Data for the task >>
_____
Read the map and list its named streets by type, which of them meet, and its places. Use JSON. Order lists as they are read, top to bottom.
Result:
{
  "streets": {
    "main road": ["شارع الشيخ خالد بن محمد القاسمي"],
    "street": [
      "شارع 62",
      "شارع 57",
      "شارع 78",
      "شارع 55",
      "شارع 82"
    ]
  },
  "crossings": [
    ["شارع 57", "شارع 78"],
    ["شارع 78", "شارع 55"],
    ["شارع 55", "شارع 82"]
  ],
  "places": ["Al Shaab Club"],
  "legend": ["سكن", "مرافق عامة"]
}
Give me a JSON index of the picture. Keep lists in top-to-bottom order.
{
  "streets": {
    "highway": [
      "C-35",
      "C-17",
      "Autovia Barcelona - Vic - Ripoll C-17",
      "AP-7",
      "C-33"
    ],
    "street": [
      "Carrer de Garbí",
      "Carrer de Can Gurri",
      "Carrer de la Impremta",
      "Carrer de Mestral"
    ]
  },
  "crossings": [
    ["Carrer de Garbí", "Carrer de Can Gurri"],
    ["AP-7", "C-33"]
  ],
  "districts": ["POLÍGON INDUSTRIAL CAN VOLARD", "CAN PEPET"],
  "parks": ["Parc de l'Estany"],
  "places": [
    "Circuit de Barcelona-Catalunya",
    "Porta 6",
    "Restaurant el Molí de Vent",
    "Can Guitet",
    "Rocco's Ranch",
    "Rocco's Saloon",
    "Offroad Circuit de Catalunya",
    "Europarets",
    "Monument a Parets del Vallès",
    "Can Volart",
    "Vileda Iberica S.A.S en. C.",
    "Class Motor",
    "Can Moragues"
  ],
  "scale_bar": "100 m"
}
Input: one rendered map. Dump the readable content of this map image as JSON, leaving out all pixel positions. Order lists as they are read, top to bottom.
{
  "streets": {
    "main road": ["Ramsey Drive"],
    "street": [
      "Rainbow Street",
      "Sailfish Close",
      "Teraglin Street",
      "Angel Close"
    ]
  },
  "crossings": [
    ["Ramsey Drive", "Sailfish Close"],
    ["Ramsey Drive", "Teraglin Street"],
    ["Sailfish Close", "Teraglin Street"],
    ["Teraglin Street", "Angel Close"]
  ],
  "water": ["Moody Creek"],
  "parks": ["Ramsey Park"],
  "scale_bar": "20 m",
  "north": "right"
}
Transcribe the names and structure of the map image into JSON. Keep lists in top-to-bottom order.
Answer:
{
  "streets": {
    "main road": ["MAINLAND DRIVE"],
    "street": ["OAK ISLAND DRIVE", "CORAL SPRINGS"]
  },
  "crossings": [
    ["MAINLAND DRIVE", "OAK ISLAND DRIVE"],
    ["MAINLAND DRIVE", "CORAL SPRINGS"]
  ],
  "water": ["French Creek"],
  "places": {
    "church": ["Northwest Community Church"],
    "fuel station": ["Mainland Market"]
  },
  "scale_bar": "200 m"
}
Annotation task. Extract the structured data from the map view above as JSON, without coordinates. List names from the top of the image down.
_____
Task to carry out >>
Repeat the listing above in full.

Result for this task >>
Read the map and list its named streets by type, which of them meet, and its places. Use JSON. Order lists as they are read, top to bottom.
Result:
{
  "streets": {
    "main road": ["شارع الشيخ خالد بن محمد القاسمي"],
    "street": [
      "شارع 62",
      "شارع 57",
      "شارع 78",
      "شارع 55",
      "شارع 82"
    ]
  },
  "crossings": [
    ["شارع 57", "شارع 78"],
    ["شارع 78", "شارع 55"],
    ["شارع 55", "شارع 82"]
  ],
  "places": ["Al Shaab Club"],
  "legend": ["سكن", "مرافق عامة"]
}
Give me a JSON index of the picture. Keep lists in top-to-bottom order.
{
  "streets": {
    "highway": [
      "C-35",
      "C-17",
      "Autovia Barcelona - Vic - Ripoll C-17",
      "AP-7",
      "C-33"
    ],
    "street": [
      "Carrer de Garbí",
      "Carrer de Can Gurri",
      "Carrer de la Impremta",
      "Carrer de Mestral"
    ]
  },
  "crossings": [
    ["Carrer de Garbí", "Carrer de Can Gurri"],
    ["AP-7", "C-33"]
  ],
  "districts": ["POLÍGON INDUSTRIAL CAN VOLARD", "CAN PEPET"],
  "parks": ["Parc de l'Estany"],
  "places": [
    "Circuit de Barcelona-Catalunya",
    "Porta 6",
    "Restaurant el Molí de Vent",
    "Can Guitet",
    "Rocco's Ranch",
    "Rocco's Saloon",
    "Offroad Circuit de Catalunya",
    "Europarets",
    "Monument a Parets del Vallès",
    "Can Volart",
    "Vileda Iberica S.A.S en. C.",
    "Class Motor",
    "Can Moragues"
  ],
  "scale_bar": "100 m"
}
Input: one rendered map. Dump the readable content of this map image as JSON, leaving out all pixel positions. Order lists as they are read, top to bottom.
{
  "streets": {
    "main road": ["Ramsey Drive"],
    "street": [
      "Rainbow Street",
      "Sailfish Close",
      "Teraglin Street",
      "Angel Close"
    ]
  },
  "crossings": [
    ["Ramsey Drive", "Sailfish Close"],
    ["Ramsey Drive", "Teraglin Street"],
    ["Sailfish Close", "Teraglin Street"],
    ["Teraglin Street", "Angel Close"]
  ],
  "water": ["Moody Creek"],
  "parks": ["Ramsey Park"],
  "scale_bar": "20 m",
  "north": "right"
}
Transcribe the names and structure of the map image into JSON. Keep lists in top-to-bottom order.
Answer:
{
  "streets": {
    "main road": ["MAINLAND DRIVE"],
    "street": ["OAK ISLAND DRIVE", "CORAL SPRINGS"]
  },
  "crossings": [
    ["MAINLAND DRIVE", "OAK ISLAND DRIVE"],
    ["MAINLAND DRIVE", "CORAL SPRINGS"]
  ],
  "water": ["French Creek"],
  "places": {
    "church": ["Northwest Community Church"],
    "fuel station": ["Mainland Market"]
  },
  "scale_bar": "200 m"
}
Annotation task. Extract the structured data from the map view above as JSON, without coordinates. List names from the top of the image down.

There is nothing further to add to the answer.